Subito che fu pubblicata la mia difesa, nacque un rumore ed uno sdegno grande. Venne da me un ispettore di polizia per chiedermene qualche copia, il manoscritto, e il nome dello stampatore: ma non ebbe né seppe niente. Cercarono tutte le tipografie di Napoli, trovarono che il Reale per suo guadagno si preparava a stamparla, lo arrestarono e lo tengono ancora in carcere. A tutti gli altri tipografi sono stati fatti spaventi e minacce grandi, e si è fatto sottoscrivere un obbligo di non stampare qualunque scritto di causa politica sotto pena di multa e di prigionia.

Il giorno 26 aprile, per comando del direttore di polizia, l’ispettore Campagna fece una minuta ricerca nella casa dove ora è mia moglie, senza condurvi me che per legge vi doveva esser presente.

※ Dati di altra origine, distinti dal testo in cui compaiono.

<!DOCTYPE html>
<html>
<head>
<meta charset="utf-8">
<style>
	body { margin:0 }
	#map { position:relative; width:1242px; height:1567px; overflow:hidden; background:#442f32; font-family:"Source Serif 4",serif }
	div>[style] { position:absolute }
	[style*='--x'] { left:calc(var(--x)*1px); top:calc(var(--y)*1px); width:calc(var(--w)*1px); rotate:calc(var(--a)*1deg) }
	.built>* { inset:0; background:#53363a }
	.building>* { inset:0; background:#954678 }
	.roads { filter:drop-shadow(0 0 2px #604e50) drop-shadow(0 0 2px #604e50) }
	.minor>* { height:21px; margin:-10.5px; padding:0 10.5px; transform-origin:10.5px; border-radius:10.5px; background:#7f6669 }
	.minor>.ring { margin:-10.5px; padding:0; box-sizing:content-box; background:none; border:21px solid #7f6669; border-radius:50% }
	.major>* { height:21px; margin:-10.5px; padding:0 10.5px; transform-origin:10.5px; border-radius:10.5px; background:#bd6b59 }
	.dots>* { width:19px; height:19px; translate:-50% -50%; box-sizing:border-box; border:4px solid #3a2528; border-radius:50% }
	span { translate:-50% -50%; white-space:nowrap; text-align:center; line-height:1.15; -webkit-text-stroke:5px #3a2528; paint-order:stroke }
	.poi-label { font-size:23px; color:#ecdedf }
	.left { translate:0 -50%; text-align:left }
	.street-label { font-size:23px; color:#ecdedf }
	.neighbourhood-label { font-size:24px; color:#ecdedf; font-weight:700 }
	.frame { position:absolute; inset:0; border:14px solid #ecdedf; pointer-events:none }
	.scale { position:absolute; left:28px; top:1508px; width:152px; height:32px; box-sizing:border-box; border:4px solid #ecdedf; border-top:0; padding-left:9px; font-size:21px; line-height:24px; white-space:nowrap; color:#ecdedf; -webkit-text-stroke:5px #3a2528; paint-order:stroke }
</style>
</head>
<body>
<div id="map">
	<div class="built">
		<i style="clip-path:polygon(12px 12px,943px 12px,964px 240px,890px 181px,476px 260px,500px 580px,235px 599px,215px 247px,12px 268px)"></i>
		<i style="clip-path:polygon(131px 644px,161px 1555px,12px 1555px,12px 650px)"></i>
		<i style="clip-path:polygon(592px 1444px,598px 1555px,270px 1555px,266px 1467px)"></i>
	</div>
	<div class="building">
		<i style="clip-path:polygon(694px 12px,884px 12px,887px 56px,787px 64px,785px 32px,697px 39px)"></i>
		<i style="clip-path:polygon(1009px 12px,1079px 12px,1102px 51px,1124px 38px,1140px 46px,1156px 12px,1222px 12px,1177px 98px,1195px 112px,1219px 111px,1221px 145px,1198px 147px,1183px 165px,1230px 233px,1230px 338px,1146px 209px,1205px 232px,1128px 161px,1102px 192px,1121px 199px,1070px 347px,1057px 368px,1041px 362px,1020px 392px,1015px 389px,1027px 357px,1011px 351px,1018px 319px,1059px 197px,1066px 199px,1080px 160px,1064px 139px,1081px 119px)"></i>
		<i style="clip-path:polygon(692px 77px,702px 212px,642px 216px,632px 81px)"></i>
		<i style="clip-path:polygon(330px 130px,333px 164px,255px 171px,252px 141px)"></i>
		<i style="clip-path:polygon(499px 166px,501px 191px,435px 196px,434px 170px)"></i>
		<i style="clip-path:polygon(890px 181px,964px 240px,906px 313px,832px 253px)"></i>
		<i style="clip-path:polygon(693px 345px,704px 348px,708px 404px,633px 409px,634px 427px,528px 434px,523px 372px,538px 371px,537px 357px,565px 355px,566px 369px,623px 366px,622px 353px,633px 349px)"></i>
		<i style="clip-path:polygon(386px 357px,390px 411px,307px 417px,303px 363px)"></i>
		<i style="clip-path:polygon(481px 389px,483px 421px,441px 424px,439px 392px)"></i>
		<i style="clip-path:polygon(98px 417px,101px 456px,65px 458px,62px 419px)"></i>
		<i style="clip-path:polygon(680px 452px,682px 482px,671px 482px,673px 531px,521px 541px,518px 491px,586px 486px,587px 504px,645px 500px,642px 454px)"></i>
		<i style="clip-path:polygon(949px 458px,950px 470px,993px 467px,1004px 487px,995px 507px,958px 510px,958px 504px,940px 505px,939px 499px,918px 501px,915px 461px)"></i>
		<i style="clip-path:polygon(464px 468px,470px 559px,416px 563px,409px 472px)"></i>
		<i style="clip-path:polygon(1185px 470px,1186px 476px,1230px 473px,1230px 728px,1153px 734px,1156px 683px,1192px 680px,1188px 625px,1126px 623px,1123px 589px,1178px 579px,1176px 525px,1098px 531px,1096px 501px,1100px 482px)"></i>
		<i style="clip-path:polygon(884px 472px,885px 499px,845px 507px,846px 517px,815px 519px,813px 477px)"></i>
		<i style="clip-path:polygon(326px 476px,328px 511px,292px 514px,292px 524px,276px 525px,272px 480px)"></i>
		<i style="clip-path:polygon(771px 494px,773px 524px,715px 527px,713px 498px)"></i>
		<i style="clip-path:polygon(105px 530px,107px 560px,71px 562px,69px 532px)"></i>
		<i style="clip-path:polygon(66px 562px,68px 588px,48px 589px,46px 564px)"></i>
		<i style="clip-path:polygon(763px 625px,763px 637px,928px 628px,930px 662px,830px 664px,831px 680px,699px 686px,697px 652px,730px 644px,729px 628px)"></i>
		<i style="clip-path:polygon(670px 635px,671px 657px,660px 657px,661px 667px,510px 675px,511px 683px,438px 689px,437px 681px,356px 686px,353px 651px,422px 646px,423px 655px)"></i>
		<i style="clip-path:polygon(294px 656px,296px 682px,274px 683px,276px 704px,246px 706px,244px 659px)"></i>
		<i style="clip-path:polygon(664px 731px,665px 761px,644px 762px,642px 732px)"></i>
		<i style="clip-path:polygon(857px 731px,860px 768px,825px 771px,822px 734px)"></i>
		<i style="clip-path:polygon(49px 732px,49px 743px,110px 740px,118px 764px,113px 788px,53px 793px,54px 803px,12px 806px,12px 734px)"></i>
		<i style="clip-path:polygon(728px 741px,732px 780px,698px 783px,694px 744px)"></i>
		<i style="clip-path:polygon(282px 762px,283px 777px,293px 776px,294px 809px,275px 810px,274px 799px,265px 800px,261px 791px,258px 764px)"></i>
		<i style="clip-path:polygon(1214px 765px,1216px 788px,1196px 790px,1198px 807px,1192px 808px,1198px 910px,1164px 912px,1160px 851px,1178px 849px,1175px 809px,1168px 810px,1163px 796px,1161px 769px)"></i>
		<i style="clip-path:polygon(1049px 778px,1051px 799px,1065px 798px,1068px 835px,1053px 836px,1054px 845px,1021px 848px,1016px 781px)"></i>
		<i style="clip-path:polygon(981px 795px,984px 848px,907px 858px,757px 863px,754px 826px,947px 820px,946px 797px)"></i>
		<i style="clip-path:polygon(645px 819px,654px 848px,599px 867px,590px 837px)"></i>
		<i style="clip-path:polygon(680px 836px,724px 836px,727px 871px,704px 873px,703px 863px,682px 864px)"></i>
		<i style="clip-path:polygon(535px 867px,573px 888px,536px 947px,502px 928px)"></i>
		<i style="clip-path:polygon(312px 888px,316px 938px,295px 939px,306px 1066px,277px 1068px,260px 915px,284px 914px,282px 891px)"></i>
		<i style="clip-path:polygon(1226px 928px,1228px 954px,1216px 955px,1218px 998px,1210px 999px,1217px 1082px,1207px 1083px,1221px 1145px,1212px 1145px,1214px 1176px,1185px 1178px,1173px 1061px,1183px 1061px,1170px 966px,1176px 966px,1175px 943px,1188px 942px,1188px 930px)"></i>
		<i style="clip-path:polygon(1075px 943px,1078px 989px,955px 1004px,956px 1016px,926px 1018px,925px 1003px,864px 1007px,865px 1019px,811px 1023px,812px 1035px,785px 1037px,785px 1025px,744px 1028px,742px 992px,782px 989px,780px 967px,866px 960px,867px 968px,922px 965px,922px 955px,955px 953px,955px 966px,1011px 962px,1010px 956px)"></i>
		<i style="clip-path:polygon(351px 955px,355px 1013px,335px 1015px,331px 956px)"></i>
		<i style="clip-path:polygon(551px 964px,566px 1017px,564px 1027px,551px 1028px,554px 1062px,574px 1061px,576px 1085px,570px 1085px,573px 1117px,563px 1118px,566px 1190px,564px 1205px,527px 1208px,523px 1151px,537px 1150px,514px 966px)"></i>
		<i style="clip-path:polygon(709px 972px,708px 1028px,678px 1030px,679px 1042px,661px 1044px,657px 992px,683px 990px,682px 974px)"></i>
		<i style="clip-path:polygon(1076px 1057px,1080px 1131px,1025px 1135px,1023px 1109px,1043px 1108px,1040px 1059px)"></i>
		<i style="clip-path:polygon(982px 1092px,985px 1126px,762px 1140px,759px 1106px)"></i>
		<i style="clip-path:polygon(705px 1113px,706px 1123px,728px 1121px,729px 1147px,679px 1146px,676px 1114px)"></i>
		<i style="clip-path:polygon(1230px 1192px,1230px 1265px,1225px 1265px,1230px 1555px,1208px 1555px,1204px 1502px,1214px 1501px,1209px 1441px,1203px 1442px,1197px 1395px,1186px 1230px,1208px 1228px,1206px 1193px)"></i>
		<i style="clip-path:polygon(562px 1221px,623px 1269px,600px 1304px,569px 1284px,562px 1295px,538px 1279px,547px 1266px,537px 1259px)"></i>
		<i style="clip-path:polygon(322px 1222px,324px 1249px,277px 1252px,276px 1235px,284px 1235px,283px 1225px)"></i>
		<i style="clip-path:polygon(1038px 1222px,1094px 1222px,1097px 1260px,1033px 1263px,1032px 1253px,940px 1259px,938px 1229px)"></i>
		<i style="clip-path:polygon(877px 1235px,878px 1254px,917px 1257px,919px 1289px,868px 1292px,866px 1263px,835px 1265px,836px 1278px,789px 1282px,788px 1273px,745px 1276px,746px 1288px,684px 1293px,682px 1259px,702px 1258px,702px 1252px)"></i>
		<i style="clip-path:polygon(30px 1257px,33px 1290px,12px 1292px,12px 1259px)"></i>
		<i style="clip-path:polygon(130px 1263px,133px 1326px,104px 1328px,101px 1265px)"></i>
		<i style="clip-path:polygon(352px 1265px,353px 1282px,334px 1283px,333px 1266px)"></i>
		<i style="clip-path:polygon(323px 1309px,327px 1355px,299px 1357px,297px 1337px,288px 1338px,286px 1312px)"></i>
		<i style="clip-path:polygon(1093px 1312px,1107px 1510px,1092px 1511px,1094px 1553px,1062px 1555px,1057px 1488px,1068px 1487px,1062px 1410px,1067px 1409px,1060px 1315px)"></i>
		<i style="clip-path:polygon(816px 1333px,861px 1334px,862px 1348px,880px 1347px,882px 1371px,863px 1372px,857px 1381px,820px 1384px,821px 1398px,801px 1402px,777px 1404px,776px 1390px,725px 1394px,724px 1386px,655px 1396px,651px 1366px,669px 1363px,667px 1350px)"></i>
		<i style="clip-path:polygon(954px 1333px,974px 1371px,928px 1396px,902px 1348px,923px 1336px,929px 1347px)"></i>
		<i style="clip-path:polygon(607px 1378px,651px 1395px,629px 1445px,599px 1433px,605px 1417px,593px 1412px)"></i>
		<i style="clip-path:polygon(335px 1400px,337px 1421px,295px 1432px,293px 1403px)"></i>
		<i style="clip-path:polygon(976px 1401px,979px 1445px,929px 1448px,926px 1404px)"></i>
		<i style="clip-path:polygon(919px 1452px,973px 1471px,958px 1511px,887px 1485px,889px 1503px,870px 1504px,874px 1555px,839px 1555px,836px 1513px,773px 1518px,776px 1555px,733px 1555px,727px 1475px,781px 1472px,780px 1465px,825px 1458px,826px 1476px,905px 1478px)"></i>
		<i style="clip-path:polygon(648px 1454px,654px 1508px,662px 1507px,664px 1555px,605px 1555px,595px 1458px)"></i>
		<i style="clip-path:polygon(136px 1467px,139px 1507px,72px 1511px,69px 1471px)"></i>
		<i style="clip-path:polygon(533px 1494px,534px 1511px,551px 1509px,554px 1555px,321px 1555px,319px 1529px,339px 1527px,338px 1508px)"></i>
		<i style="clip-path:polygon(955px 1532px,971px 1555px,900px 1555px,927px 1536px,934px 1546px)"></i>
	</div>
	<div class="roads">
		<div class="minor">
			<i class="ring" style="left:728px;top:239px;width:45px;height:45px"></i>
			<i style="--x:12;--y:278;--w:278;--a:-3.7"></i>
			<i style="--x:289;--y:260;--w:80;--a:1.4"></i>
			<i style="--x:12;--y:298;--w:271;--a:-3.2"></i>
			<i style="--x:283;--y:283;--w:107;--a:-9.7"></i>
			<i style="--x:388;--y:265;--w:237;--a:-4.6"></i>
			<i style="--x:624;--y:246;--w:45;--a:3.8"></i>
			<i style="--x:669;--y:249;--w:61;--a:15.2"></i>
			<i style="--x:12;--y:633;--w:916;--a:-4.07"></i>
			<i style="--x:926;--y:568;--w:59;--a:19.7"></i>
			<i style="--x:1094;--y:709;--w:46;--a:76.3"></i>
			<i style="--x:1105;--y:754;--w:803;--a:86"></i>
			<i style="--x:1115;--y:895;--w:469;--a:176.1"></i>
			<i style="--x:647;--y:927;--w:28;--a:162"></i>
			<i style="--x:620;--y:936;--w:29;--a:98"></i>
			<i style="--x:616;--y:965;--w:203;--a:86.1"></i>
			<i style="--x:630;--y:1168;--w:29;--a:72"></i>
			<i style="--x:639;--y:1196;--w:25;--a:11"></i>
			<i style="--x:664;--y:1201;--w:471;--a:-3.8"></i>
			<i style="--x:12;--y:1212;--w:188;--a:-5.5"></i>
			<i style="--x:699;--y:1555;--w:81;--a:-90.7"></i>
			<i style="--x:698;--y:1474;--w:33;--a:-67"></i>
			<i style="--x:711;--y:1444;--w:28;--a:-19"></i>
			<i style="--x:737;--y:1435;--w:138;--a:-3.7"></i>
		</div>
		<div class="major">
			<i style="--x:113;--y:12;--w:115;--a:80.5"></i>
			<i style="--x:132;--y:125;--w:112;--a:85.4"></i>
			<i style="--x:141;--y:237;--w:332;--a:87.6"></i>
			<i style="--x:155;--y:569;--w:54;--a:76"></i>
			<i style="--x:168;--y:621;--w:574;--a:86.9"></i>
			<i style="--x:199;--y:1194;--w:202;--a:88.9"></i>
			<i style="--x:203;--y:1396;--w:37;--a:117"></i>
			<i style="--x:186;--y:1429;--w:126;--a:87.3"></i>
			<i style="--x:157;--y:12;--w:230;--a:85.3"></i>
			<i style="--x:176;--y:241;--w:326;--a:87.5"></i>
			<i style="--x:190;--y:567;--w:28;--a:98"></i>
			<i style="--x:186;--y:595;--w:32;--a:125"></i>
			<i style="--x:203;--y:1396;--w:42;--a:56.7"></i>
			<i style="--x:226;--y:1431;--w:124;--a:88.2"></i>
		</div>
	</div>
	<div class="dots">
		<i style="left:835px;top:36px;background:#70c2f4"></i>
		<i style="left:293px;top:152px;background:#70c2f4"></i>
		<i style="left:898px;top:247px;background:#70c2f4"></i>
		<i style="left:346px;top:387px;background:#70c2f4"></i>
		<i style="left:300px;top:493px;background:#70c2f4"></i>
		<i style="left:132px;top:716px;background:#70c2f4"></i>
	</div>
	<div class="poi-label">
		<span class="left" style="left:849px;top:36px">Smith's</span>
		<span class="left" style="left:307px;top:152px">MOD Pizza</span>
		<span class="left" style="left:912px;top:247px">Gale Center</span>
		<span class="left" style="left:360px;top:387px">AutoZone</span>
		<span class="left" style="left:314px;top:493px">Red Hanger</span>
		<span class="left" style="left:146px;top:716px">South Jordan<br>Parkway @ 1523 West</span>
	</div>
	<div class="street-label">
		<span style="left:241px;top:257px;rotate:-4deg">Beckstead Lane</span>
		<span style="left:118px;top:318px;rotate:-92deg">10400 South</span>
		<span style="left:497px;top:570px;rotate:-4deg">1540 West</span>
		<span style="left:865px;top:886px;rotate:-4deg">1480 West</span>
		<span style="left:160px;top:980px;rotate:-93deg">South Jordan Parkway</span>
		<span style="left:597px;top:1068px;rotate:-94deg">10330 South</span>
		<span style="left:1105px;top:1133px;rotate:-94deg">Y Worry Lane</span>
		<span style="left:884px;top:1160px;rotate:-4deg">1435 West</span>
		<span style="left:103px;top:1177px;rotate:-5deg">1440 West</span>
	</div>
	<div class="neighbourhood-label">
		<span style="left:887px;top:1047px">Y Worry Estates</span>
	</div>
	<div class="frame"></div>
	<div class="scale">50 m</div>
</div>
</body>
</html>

Per quasi cinque ore fiutò e cercò ogni angolo, ogni buco, ogni masserizia; raccolse con le sue mani e gittò in un sacco ogni materia di carta che gli venne innanzi; e non raccolse piú, perché non c’era piú, né il facchino poteva portare di piú. Il 29 aprile il commissario delegato delle prigioni signor Casigli citò [p. 550 modifica] mia moglie a comparire nella delegazione per assistere alla dissuggellazione del sacco delle carte. Io chiesi ed ottenni dalla benignitá del commessario, di esser presente anch’io. Legalmente fu aperto il sacco alla presenza del commessario, del cancelliere, e di tre ispettori; i quali tutti con dieci occhi si diedero a leggere ogni stampa, ogni cartolina, ogni letterina ed esemplare dei miei figliuoli; e non trovarono nulla di reo né di sospetto, quantunque avessero letto dalle dieci alle cinque. Intanto la povera moglie mia ammalata e digiuna aspettava e guardava; ed in casa una mia figliuoletta non vedendo la madre, la credeva carcerata, piangeva e n’è stato molti giorni ammalata. Ma dovendosi mostrare di aver fatto qualche cosa, le carte furono divise in due specie: le une dette attendibili, furono descritte in un verbale, richiuse e risuggellate nel sacco: le altre dette inattendibili furono richiuse e risuggellate in un altro sacco, affinché se quei dieci occhi non l’avessero osservato bene, si avesse potuto leggerle con l’aiuto di lenti e di microscopii.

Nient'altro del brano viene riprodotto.